* _Problem_:
Whenever a line of the listing contains "function", it counts; give the total number of such lines and nothing more.
··· Records provided ···
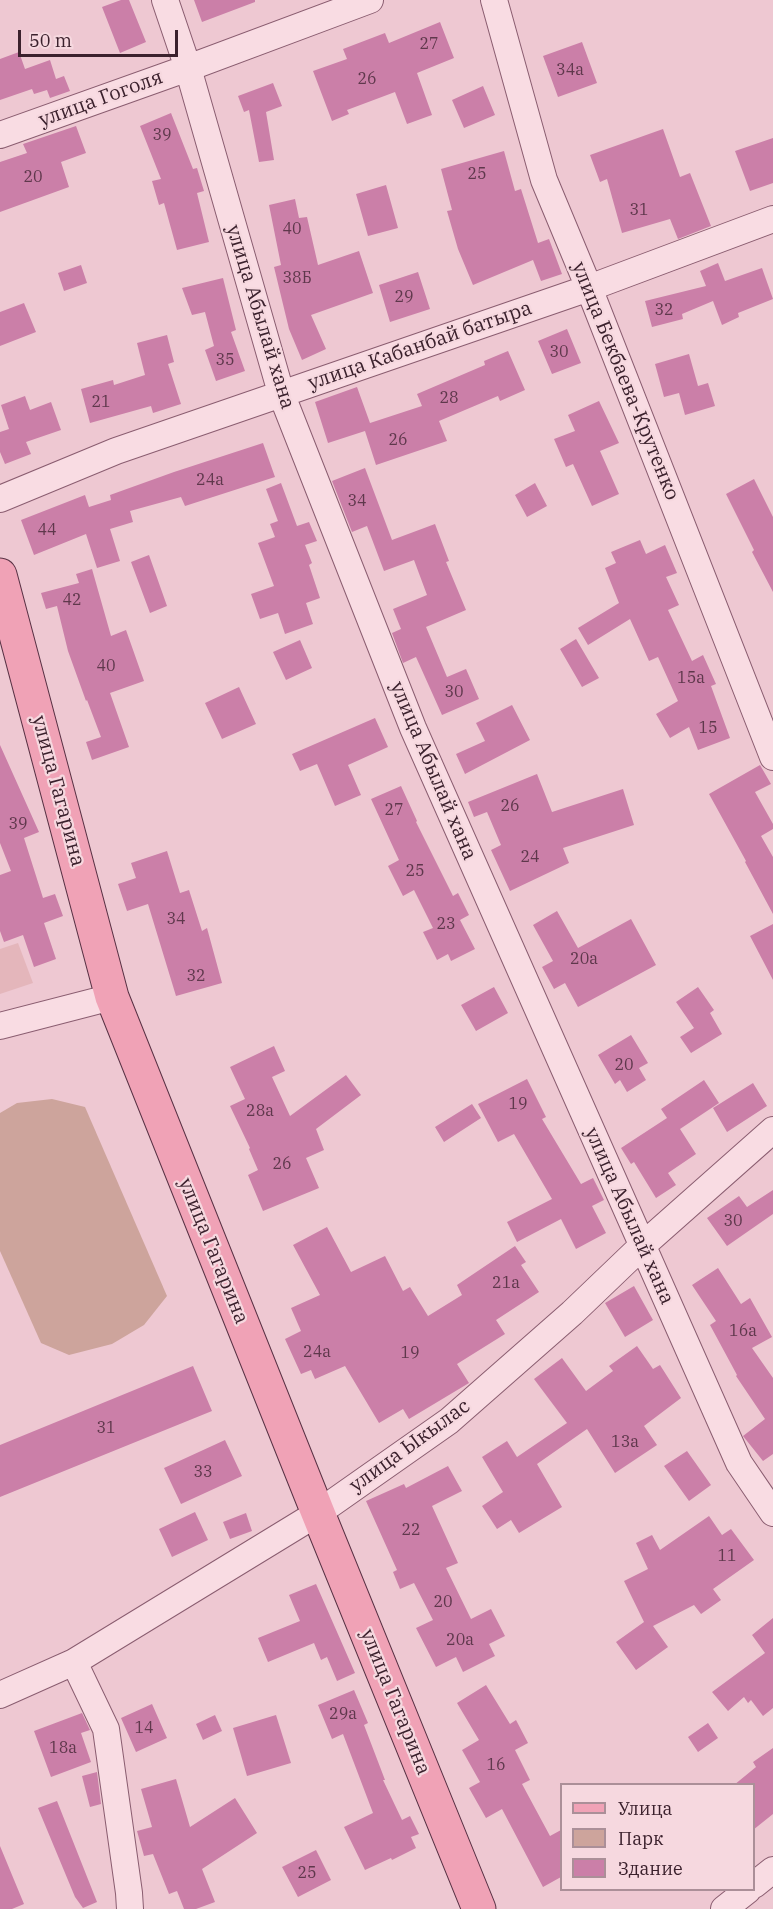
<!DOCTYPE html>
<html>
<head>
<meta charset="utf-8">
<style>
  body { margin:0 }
  #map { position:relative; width:773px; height:1909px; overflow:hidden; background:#eec8d2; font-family:"IBM Plex Serif",serif }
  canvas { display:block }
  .legend { position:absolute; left:560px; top:1783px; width:195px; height:108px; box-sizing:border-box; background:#f6d8df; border:2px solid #ab8f98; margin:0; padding:8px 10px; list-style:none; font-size:18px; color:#3b212d }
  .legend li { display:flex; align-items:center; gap:12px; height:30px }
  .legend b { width:30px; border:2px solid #ab8f98 }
  .scale { position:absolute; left:18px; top:30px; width:160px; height:27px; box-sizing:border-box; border:3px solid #3b212d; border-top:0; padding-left:8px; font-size:18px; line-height:21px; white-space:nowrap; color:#3b212d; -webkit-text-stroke:4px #f6d8df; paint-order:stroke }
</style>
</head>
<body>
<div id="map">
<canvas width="773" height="1909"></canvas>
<ul class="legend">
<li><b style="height:8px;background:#f0a2b6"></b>Улица</li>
<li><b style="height:16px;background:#cda49c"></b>Парк</li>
<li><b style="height:16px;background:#cb7fa8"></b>Здание</li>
</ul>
<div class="scale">50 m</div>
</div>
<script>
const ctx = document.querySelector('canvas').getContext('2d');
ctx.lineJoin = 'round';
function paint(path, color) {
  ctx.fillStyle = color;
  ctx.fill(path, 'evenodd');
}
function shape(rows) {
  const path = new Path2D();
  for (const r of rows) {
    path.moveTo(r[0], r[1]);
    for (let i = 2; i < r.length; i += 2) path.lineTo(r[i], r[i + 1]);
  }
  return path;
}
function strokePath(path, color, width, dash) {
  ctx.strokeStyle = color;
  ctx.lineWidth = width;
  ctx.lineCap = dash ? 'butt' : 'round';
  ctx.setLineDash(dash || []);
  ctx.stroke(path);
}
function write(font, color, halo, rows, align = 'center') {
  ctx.font = font + ' "IBM Plex Serif",serif';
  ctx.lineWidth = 4.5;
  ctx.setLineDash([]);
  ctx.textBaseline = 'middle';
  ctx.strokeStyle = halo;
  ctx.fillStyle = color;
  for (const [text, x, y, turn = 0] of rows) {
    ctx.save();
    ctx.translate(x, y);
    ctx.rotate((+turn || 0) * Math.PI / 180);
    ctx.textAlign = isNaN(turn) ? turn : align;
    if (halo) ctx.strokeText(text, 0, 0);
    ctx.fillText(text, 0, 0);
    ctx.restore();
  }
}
paint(shape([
  [18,943,33,983,0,994,0,949]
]), '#e4b6bb');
paint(shape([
  [52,1099,85,1107,167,1296,144,1325,112,1344,69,1355,41,1343,0,1251,0,1113,17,1103]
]), '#cda49c');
paint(shape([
  [121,0,129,0,146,42,120,53,102,7],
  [194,0,255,0,255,2,202,22],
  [440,22,454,58,417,73,432,115,407,124,395,92,347,110,349,114,332,121,313,71,347,59,343,49,385,33,389,43],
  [582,42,597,83,558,97,543,56],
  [19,52,25,69,50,60,56,79,64,76,70,91,50,98,47,90,34,94,32,89,0,100,0,59],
  [273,83,282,106,266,112,274,160,259,162,249,110,244,112,238,96],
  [483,86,495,115,464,128,452,100],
  [171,113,193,169,197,168,204,191,197,193,209,242,177,250,164,203,159,205,152,181,161,179,140,126],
  [76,126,86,153,61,162,69,187,0,212,0,162,27,153,23,144],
  [663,129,680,177,690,173,711,226,678,239,670,219,622,233,607,179,600,182,590,155],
  [773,138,773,183,750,191,735,151],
  [504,151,515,191,521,189,538,243,549,239,562,274,541,281,533,260,473,285,458,249,447,211,452,210,441,169],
  [386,185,398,228,368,236,356,194],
  [295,199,299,218,307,217,318,265,359,251,373,293,311,315,326,349,302,360,289,329,274,267,281,265,269,205],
  [718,263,725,281,762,268,773,299,738,313,739,317,722,325,713,301,682,314,683,319,652,327,645,301,706,286,700,271],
  [81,265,87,283,64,291,58,273],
  [418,272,430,309,390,322,379,285],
  [223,278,236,330,231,332,245,371,216,381,205,350,214,346,205,312,192,315,182,288],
  [24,303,36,332,0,346,0,312],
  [567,329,581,363,552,374,538,341],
  [167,335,174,362,168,364,181,404,153,413,151,406,90,423,81,389,113,380,114,385,145,375,137,343],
  [508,351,525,390,500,401,498,396,439,421,447,441,376,465,365,431,328,443,315,402,357,387,370,423,422,406,417,394,485,365,484,361],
  [689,354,698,386,708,383,715,406,685,415,679,393,664,397,655,364],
  [25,396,30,410,51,402,61,430,26,442,31,454,5,464,0,452,0,432,9,429,1,405],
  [599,401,619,443,600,451,619,494,592,506,573,464,566,467,554,439,575,431,568,415],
  [263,443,275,477,185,506,181,497,130,511,133,522,110,529,120,561,97,568,86,534,34,555,21,520,85,495,89,507,111,500,110,495,174,472],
  [365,468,392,540,435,524,449,561,446,562,466,610,426,627,447,677,466,669,479,699,442,715,416,657,403,663,392,633,401,629,393,609,427,595,414,560,384,571,367,526,352,532,332,481],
  [754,479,773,517,773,592,752,552,754,550,726,494],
  [281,483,297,526,309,522,317,541,305,545,312,563,309,565,320,598,306,603,313,624,285,634,278,613,260,619,251,594,274,586,258,543,275,537,270,524,278,521,266,489],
  [535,483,547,506,527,517,515,495],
  [640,540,646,554,665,545,677,573,666,577,679,605,668,610,692,661,703,655,716,684,711,686,730,738,698,750,689,727,670,738,656,714,678,701,658,657,649,661,630,619,588,645,578,628,619,603,605,568,616,563,611,552],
  [149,555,167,606,150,613,131,562],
  [92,569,111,636,126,630,144,681,110,693,129,747,92,760,86,742,101,737,87,700,86,701,68,651,57,606,46,609,41,593,79,583,76,574],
  [576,639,599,678,582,687,560,649],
  [300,640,312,668,286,680,273,652],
  [239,687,256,724,222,739,205,703],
  [512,705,530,740,465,774,456,754,485,741,476,723],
  [375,718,388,747,348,765,361,795,335,806,317,764,300,771,292,754],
  [0,745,39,832,24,838,43,898,55,894,63,916,44,923,56,959,34,967,23,935,4,942,0,931,0,875,11,871,0,843],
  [760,765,771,784,755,792,773,824,773,829,761,836,773,857,773,914,745,862,746,861,709,794],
  [537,774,552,812,623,789,634,825,563,848,569,863,510,891,491,850,501,845,487,812,474,817,468,802],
  [401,786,417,821,416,822,453,896,458,893,469,915,460,920,475,949,451,961,448,954,437,960,423,932,433,928,414,890,403,896,388,866,399,860,371,799],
  [167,851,180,893,189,890,202,931,207,928,222,983,176,996,148,904,127,911,118,884,136,878,131,863],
  [557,911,578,948,631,919,656,965,578,1007,565,983,554,989,542,967,553,961,533,925],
  [773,924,773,980,750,936],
  [494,987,508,1013,476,1031,461,1005],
  [698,987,714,1010,710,1013,722,1034,691,1053,680,1037,694,1028,676,1002],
  [631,1035,648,1063,639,1068,646,1080,627,1092,620,1080,615,1084,598,1055],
  [274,1046,285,1071,272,1077,290,1116,346,1075,361,1095,316,1129,324,1150,306,1158,319,1188,263,1211,248,1175,258,1170,249,1149,250,1148,230,1106,245,1099,230,1067],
  [527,1079,546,1117,542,1119,581,1184,593,1178,604,1200,592,1206,606,1233,576,1249,561,1219,517,1242,507,1222,552,1199,514,1134,498,1142,478,1104],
  [704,1080,719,1103,680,1129,696,1154,668,1173,676,1185,656,1198,634,1162,631,1164,621,1148,667,1118,661,1109],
  [753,1083,767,1106,727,1132,713,1108],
  [472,1104,481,1118,444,1142,435,1127],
  [773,1190,773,1214,727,1246,707,1218,739,1196,747,1207],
  [327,1227,351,1272,385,1256,403,1291,410,1287,428,1316,462,1295,457,1285,515,1246,526,1262,521,1265,539,1292,496,1320,505,1334,457,1364,469,1383,409,1419,403,1409,379,1423,345,1366,315,1379,311,1370,301,1374,285,1339,301,1331,291,1308,320,1295,293,1245],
  [718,1268,741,1304,750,1298,772,1337,752,1348,773,1378,773,1454,763,1461,743,1436,765,1419,736,1376,737,1375,710,1325,716,1321,692,1285],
  [634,1286,653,1320,625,1337,605,1303],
  [637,1346,653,1369,660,1365,681,1398,644,1426,657,1445,615,1473,587,1429,537,1464,562,1507,519,1533,511,1520,497,1529,482,1506,503,1492,482,1457,507,1441,517,1457,567,1423,534,1379,562,1358,586,1391,613,1371,609,1366],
  [193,1366,212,1411,0,1497,0,1445],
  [225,1440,242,1476,181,1504,164,1468],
  [687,1451,711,1485,689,1501,664,1466],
  [448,1466,462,1491,432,1506,458,1563,446,1568,471,1619,491,1609,505,1636,489,1644,495,1656,463,1672,456,1657,436,1667,416,1628,433,1620,414,1583,400,1589,393,1572,397,1570,366,1501,404,1484,406,1488],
  [195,1512,208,1540,172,1557,159,1529],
  [246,1513,252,1531,230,1539,223,1522],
  [709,1516,722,1535,731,1529,754,1560,713,1589,721,1600,701,1614,694,1605,653,1626,668,1647,636,1670,616,1642,644,1622,624,1581,648,1569,636,1543,652,1535,660,1550],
  [316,1584,355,1673,337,1681,327,1657,321,1660,314,1643,268,1662,258,1638,300,1621,289,1595],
  [773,1618,773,1708,763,1716,751,1700,748,1703,744,1697,728,1711,712,1692,765,1653,752,1635],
  [486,1685,510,1724,516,1720,528,1743,515,1750,530,1780,522,1784,550,1836,561,1830,561,1877,543,1887,502,1809,486,1818,469,1788,480,1782,462,1750,479,1740,457,1703],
  [354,1690,368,1723,364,1725,385,1780,383,1780,402,1820,410,1816,419,1834,411,1837,416,1848,392,1860,391,1858,365,1870,344,1827,373,1813,343,1734,332,1739,318,1705],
  [152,1704,167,1738,136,1752,121,1718],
  [82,1713,90,1730,81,1733,91,1762,51,1777,34,1731],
  [215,1715,222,1731,203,1740,196,1724],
  [276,1715,291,1763,247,1776,233,1728],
  [708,1723,718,1738,698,1752,688,1737],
  [773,1748,773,1814,753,1830,753,1785,734,1785,756,1767,753,1762],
  [97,1772,101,1804,90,1807,82,1776],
  [176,1779,190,1827,235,1798,257,1833,202,1869,215,1902,196,1909,184,1909,177,1891,169,1894,153,1854,144,1856,137,1831,152,1827,141,1789],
  [57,1801,97,1902,83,1908,75,1897,38,1808],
  [0,1846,24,1904,12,1909,0,1909],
  [316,1850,331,1880,298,1897,282,1867]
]), '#cb7fa8');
const minor = shape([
  [165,0,188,68,281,393,413,728,739,1463,773,1513],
  [494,0,544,180,589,288,773,757],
  [0,135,188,68,370,0],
  [0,499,116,451,589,288,773,219],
  [0,1026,112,997],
  [74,1662,106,1729,129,1893,130,1909],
  [0,1695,74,1662,318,1513,449,1421,572,1313,642,1246,773,1130],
  [754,1885,773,1870],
  [724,1909,748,1890]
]);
const major = shape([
  [0,575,112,997,318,1513,479,1909]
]);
strokePath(minor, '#8a5d70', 28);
strokePath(major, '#583144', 35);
strokePath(minor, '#f9dce3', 26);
strokePath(major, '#f0a2b6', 33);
write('16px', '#5f384c', null, [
  ["27",429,44],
  ["34а",570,70],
  ["26",367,79],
  ["39",162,135],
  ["25",477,174],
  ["20",33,177],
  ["31",639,210],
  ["40",292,229],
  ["38Б",297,278],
  ["29",404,297],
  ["32",664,310],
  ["30",559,352],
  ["35",225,360],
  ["28",449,398],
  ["21",101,402],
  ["26",398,440],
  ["24а",210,480],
  ["34",357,501],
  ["44",47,530],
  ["42",72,600],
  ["40",106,666],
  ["15а",691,678],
  ["30",454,692],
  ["15",708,728],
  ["26",510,806],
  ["27",394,810],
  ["39",18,824],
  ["24",530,857],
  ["25",415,871],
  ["34",176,919],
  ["23",446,924],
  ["20а",584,959],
  ["32",196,976],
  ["20",624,1065],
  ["19",518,1104],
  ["28а",260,1111],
  ["26",282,1164],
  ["30",733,1221],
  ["21а",506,1283],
  ["16а",743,1331],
  ["24а",317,1352],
  ["19",410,1353],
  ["31",106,1428],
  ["13а",625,1442],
  ["33",203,1472],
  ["22",411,1530],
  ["11",727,1556],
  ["20",443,1602],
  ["20а",460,1640],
  ["29а",343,1714],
  ["14",144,1728],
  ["18а",63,1748],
  ["16",496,1765],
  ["25",307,1873]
]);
write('20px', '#3b212d', '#f6d8df', [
  ["улица Гоголя",101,99,-20],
  ["улица Абылай хана",260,317,73],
  ["улица Кабанбай батыра",420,346,-19],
  ["улица Бекбаева-Крутенко",625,381,68],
  ["улица Абылай хана",433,771,67],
  ["улица Гагарина",58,791,75],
  ["улица Абылай хана",629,1216,66],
  ["улица Гагарина",213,1251,68],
  ["улица Ыкылас",410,1446,-36],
  ["улица Гагарина",395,1702,68]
]);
</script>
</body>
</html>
···
* _Solution to this exercise_:
4